Caudal morphine provides analgesia for thoracic and abdominal procedures and reduces the need for systemic analgesic drugs. However, caudal opioids are associated with side effects that include nausea, vomiting, and rarely respiratory depression; hence this regime is unsuitable for outpatients and for infants.
For postoperative analgesia, the block should be performed after general anesthesia has been induced but before the surgery commences. This allows for the block to become well established during surgery, offers the potential for preemptive analgesia, permits a reduction in general anesthetic agents, and allows a more rapid awakening.

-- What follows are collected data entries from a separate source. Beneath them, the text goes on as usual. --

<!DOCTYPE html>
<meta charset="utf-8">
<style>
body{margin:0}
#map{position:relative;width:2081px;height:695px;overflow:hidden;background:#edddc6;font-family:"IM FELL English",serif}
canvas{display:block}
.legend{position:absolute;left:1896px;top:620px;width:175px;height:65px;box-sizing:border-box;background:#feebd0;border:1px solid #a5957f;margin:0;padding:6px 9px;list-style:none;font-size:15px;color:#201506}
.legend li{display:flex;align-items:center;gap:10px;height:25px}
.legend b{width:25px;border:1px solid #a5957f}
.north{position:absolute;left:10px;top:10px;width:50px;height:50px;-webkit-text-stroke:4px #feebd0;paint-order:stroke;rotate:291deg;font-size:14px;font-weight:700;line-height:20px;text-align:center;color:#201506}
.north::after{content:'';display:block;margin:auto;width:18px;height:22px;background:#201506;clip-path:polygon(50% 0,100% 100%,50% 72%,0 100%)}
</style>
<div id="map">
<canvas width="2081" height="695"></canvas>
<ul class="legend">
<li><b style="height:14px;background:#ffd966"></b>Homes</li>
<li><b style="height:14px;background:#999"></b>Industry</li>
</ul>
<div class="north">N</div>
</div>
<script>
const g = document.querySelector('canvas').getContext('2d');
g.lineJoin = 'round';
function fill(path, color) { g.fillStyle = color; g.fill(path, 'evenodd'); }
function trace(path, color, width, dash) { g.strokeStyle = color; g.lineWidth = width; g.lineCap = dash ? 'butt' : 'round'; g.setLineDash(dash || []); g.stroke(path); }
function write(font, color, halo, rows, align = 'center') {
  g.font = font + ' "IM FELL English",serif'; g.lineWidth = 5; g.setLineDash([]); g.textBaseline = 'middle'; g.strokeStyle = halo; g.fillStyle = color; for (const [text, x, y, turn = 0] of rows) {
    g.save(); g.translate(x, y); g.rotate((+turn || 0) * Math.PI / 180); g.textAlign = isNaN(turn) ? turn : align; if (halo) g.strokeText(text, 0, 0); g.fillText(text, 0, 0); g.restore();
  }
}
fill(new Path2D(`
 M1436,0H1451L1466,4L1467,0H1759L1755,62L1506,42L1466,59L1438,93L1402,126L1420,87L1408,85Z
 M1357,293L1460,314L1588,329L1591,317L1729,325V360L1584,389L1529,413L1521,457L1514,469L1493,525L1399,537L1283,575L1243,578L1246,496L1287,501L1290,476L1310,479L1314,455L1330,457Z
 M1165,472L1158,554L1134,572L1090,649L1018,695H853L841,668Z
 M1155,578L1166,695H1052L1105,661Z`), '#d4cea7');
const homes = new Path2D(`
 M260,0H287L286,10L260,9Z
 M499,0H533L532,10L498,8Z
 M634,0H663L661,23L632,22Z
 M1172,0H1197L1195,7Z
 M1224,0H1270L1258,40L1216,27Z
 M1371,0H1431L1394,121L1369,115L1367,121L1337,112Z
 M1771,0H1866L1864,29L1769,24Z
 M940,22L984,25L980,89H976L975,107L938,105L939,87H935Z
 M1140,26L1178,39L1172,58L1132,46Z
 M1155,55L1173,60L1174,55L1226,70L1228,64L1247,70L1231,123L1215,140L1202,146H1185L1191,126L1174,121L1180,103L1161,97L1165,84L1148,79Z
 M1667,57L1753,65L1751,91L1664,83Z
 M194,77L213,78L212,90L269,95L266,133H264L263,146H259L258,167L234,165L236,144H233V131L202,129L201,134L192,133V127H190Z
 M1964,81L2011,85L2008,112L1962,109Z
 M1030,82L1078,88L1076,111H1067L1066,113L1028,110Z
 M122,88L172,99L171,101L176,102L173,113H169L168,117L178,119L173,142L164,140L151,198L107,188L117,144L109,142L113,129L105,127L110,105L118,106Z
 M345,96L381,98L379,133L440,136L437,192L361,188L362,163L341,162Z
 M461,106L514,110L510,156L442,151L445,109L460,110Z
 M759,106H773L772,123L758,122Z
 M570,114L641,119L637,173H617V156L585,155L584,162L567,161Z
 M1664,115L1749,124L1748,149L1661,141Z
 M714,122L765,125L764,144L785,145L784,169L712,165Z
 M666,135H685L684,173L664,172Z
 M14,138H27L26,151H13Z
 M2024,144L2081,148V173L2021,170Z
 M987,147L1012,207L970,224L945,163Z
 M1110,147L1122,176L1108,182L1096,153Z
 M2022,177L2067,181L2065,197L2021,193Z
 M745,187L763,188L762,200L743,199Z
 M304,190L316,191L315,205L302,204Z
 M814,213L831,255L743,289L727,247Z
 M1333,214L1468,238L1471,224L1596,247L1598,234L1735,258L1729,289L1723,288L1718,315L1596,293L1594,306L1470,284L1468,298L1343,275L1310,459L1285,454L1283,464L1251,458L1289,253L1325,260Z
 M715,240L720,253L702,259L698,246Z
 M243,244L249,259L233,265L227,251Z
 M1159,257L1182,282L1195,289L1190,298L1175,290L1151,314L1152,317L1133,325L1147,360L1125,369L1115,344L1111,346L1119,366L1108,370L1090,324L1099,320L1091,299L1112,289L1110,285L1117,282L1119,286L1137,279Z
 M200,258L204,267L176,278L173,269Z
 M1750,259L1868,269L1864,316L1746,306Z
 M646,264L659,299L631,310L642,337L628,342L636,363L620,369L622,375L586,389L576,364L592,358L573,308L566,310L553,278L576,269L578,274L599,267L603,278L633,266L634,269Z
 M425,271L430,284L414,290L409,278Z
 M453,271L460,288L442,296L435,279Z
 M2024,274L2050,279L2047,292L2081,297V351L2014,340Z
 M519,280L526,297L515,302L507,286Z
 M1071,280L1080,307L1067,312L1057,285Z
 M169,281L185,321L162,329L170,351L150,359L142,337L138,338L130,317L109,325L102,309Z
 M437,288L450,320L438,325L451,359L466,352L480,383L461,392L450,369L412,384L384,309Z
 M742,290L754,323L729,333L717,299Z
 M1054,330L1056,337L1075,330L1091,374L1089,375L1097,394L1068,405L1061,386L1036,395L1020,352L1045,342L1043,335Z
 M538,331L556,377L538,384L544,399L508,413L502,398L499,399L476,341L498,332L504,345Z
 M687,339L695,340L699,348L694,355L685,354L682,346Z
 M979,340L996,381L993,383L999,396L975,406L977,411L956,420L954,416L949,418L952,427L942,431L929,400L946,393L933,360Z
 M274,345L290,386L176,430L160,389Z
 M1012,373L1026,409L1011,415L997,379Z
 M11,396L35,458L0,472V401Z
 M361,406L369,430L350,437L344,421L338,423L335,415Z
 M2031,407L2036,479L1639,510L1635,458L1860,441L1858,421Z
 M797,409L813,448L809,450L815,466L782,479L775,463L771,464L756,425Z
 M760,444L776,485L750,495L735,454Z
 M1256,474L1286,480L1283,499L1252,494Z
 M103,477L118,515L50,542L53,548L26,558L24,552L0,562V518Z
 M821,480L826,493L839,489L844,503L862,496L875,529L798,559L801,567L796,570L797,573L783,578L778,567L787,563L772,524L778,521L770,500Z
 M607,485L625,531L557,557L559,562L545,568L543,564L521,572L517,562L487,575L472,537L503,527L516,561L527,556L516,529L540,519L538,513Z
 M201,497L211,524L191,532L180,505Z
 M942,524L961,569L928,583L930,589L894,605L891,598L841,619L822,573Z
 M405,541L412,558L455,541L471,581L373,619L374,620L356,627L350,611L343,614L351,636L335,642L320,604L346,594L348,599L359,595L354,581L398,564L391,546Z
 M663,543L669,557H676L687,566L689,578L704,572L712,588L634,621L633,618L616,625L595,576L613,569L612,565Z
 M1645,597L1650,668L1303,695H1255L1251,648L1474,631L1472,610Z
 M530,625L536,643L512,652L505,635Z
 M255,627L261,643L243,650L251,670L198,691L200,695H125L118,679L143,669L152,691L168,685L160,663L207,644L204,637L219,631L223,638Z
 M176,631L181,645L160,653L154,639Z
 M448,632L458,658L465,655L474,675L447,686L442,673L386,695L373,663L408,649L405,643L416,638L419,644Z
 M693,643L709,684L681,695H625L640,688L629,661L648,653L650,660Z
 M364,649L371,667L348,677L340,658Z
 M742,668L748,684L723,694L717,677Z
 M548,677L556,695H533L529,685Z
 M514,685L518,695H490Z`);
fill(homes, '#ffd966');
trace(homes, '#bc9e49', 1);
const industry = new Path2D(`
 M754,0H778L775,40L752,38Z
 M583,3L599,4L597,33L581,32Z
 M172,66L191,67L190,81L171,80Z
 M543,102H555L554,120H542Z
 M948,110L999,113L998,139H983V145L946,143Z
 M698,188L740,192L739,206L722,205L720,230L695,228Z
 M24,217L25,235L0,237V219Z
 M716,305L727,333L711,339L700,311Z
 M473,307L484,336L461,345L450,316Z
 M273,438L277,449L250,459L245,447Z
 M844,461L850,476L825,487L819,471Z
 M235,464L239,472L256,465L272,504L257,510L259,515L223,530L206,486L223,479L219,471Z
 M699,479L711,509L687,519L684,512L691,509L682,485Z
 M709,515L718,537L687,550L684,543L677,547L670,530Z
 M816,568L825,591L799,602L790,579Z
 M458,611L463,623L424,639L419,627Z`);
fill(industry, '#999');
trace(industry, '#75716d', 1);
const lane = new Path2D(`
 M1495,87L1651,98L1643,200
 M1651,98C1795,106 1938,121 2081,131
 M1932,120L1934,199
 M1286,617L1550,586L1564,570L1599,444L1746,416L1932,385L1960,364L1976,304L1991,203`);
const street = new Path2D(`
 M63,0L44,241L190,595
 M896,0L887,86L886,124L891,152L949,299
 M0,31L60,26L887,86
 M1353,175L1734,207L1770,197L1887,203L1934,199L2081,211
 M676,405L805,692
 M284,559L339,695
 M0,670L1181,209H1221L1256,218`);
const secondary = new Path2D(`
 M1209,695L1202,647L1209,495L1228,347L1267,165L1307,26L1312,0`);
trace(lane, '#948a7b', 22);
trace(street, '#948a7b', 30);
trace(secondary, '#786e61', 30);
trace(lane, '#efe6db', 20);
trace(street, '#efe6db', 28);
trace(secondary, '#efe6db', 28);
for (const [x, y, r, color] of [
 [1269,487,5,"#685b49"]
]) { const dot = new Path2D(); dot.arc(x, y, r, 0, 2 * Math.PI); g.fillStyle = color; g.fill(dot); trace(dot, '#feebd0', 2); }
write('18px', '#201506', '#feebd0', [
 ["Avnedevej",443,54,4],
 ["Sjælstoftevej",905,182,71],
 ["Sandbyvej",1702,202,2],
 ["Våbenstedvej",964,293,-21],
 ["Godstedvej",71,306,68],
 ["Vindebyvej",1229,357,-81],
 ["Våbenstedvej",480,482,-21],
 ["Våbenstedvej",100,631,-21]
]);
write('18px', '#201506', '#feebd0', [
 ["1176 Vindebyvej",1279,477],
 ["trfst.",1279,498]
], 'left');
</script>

The child is placed in the lateral decubitus position with the upper knee and hip well flexed. The landmarks are then identified ( Figure 5-1 ): the tip of the coccyx to fix the midline and the sacral cornua bounding the sacral hiatus. These lie at the apex of an inverted equilateral triangle, the base of which is a line drawn between the posterior superior iliac spines. The child is carefully prepared and draped, and the operator wears gloves and a mask. The skin over the sacral hiatus is nicked with an 18-gauge needle (to avoid tracking epidermal tissues into the caudal canal), after which an IV catheter (22 gauge for children <2 yr, 20 gauge for those >2 yr) is advanced cephalad at an angle of 45° to the skin with the bevel facing anteriorly. A distinctive sudden “give” is felt as the needle passes through the sacrococcygeal ligament. At this point, the angle of the needle is reduced and the catheter only is advanced into the caudal canal ( Figure 5-2 ). The needle is then withdrawn, leaving the intravenous catheter in the caudal/epidural space. The catheter should be observed for passive reflux of blood or CSF. If there is no evidence of blood or CSF, the local anesthetic may be injected slowly in incremental doses (there should be no resistance to injection; if there is resistance, then the catheter is either kinked or misplaced) while the electrocardiogram is observed. Changes in QRS pattern and/or peaked T waves may be an early sign of intravascular injection. A finger should be placed over the sacrum to detect inadvertent subcutaneous injection. Advancing an intravenous catheter rather than a needle diminishes the risk of an intravascular or intraosseous injection, even if the child moves. Some advocate listening over the lower lumbar spine with a stethoscope during the injection of local anesthetic to auscultate a “Swoosh” with a successful caudal insertion.